# Task 3 
 > When we capture LiDAR data from a moving vehicle, each scan comes with its own local coordinate system, where the car/sensor is centered at x=0, y=0, z=0. However, aligning these scans into a unified world coordinate system brings significant benefits for visualization and downstream tasks that benefit from temporal information. In this context, 1) familiarize yourself with the concept of "ego-motion compensation" concerning LiDAR scans captured from a moving vehicle and 2) utilize the provided pose data from SemanticKITTI to create a function that compensates for the vehicle's ego-motion and aligns each scan into a shared world coordinate system. You can find anything you need for this purpose in this github repository: https://github.com/PRBonn/semantic-kitti-api , but its no free lunch, you have to search a bit and understand :). Finally, visualize a sequence of point clouds both with and without ego-motion compensation in two ways: A) Simply visualize 20 subsequent frames at the same time, B) visualize one frame at a time using your visualizer from Task 2. 
=> What difference do you observe when visualizing a point cloud sequence with and without ego-motion compensation? 

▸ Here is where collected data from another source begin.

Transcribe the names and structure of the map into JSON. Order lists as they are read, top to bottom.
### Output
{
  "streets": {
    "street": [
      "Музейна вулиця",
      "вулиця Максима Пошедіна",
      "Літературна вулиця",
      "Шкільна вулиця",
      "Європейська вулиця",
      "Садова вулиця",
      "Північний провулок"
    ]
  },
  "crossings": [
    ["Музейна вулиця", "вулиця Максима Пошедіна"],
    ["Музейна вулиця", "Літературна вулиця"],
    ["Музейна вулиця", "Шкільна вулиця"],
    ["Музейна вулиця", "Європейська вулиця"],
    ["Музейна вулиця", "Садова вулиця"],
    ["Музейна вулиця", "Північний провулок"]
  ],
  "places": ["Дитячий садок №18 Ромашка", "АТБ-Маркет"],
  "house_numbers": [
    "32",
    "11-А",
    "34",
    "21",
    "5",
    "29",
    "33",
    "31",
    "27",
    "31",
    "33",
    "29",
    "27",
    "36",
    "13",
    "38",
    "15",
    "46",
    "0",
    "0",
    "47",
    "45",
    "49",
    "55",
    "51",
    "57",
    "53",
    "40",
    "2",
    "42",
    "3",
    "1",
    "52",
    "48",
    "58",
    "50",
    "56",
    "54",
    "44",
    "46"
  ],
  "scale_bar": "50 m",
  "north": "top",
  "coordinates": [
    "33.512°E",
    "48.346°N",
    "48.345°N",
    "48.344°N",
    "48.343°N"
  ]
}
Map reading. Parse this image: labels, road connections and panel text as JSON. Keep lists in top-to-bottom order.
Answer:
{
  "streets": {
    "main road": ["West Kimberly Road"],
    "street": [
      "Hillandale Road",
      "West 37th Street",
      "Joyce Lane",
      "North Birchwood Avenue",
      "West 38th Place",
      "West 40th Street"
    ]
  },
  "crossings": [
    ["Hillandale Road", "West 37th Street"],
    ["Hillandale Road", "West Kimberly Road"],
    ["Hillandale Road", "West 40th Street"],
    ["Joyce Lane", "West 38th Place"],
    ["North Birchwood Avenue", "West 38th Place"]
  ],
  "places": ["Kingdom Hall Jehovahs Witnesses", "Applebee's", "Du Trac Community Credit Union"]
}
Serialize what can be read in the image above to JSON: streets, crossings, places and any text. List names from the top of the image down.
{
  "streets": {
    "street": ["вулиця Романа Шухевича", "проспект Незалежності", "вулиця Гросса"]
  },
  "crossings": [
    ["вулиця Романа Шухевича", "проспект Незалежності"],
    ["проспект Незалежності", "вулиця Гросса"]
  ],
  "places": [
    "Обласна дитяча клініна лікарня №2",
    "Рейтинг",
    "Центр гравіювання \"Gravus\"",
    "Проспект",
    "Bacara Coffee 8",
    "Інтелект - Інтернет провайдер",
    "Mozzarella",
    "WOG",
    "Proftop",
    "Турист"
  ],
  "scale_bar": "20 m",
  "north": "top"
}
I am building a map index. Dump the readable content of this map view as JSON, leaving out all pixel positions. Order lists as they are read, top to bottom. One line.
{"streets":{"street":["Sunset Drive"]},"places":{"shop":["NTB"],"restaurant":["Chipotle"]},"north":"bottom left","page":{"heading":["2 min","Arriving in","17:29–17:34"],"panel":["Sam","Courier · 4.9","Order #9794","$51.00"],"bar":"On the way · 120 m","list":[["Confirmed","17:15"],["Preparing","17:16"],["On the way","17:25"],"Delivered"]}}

In this task we aim to visualize the LiDAR data from SemanticKITTI dataset with ego-motion compenstation. In the previous task, the coordinate system of the visualization was fixed at scanner i.e. (0,0,0) was defined to be the position of LiDAR scanner.<br> Now we want to have a global coordinate system for all sequences. 



## Theory

#### Coordinate Transformation
A point  $\mathbf{P}$ in 3d space can be represented  as a vector with 3 elements $\mathbf{p} = (p_x, p_y, p_z)$.
<br>Each element corresponds to its coordinate along one of the axes (x, y or z)
$$
\mathbf{P} =
\begin{bmatrix}
p_x \\
p_y \\
p_z
\end{bmatrix}
.
$$

To rotate a point in 3D space, is to multiply a rotation matrix with the position vector of a point. Formally, rotaion is a form of linar transformation as we morph(squeeze or stretch) the 3D space in a linear fashion.

$$
\mathbf{p}' = \mathbf{R}\mathbf{p}
$$
with $\mathbf{R}$ a \(3 $\times$ 3\) rotation matrix.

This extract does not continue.